O Transtorno do Déficit de Atenção com Hiperatividade (TDAH) pode ter mais de uma forma de se apresentar no cérebro. Uma pesquisa publicada na JAMA Psychiatry em 2026, liderada por Nanfang Pan, MD, aponta três perfis cerebrais distintos entre crianças com TDAH. O estudo envolve mais de mil participantes e chamou atenção por usar apenas dados cerebrais para separar os grupos. Centros de pesquisa na China e nos EUA participaram.
Ao comparar imagens de ressonância magnética estrutural de crianças com e sem TDAH, os cientistas identificaram padrões diferentes de organização cerebral. Os resultados sugerem que o TDAH não é uma única condição, mas um conjunto de alterações neurais com bases biológicas diversas. As descobertas indicam variações em sistemas químicos como dopamina, serotonina e glutamato.

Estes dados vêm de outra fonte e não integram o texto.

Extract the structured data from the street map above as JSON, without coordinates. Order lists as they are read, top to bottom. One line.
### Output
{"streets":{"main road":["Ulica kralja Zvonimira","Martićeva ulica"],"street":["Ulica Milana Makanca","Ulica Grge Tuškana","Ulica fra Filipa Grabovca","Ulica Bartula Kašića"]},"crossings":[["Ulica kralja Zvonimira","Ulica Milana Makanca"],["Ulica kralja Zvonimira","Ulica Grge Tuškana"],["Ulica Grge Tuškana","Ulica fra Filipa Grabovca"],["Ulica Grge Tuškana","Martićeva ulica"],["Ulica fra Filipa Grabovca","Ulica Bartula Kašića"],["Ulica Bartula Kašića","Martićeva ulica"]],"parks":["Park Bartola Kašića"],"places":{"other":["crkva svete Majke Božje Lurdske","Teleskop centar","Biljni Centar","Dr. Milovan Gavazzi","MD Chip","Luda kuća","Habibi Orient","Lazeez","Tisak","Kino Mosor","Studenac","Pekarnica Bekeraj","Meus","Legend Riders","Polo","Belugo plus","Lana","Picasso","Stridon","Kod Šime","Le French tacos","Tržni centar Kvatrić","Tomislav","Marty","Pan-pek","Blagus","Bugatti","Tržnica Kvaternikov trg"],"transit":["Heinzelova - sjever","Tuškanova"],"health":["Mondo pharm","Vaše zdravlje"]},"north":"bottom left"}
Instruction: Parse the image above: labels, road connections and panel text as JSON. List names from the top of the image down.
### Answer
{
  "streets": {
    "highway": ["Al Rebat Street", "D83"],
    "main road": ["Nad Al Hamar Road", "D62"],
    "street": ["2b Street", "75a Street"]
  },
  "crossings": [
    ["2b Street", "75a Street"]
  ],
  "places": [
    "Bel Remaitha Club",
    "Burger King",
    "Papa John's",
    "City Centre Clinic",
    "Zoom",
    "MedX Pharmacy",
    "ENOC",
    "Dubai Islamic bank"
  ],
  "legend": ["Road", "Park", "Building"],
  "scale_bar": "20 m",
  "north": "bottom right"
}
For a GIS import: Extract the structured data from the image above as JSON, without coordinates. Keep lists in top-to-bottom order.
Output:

Biotipos cerebrais do TDAH
Biotipo 1: mais intenso e emocional. Este grupo mostrou alterações em regiões ligadas ao controle emocional e às decisões. Desatenção e hiperatividade são mais pronunciadas, com desregulação emocional e maior dificuldade de lidar com frustração e impulsividade.
Biotipo 2: hiperatividade predominante. Alterações ocorrido em circuitos de controle de impulsos. Hiperatividade e impulsividade são mais marcantes, com menor impacto da desatenção. A regulação emocional tende a evoluir de forma mais estável neste grupo.
Biotipo 3: desatenção dominante. Alterações concentram-se em áreas de atenção e memória de trabalho. A desatenção é o destaque, com hiperatividade menos presente e mudanças cerebrais mais localizadas.
Os pesquisadores destacam que os três perfis foram identificados apenas a partir de dados neurológicos, sem informações clínicas. A diferença entre eles aponta para formas divergentes de neurodesenvolvimento associadas ao TDAH.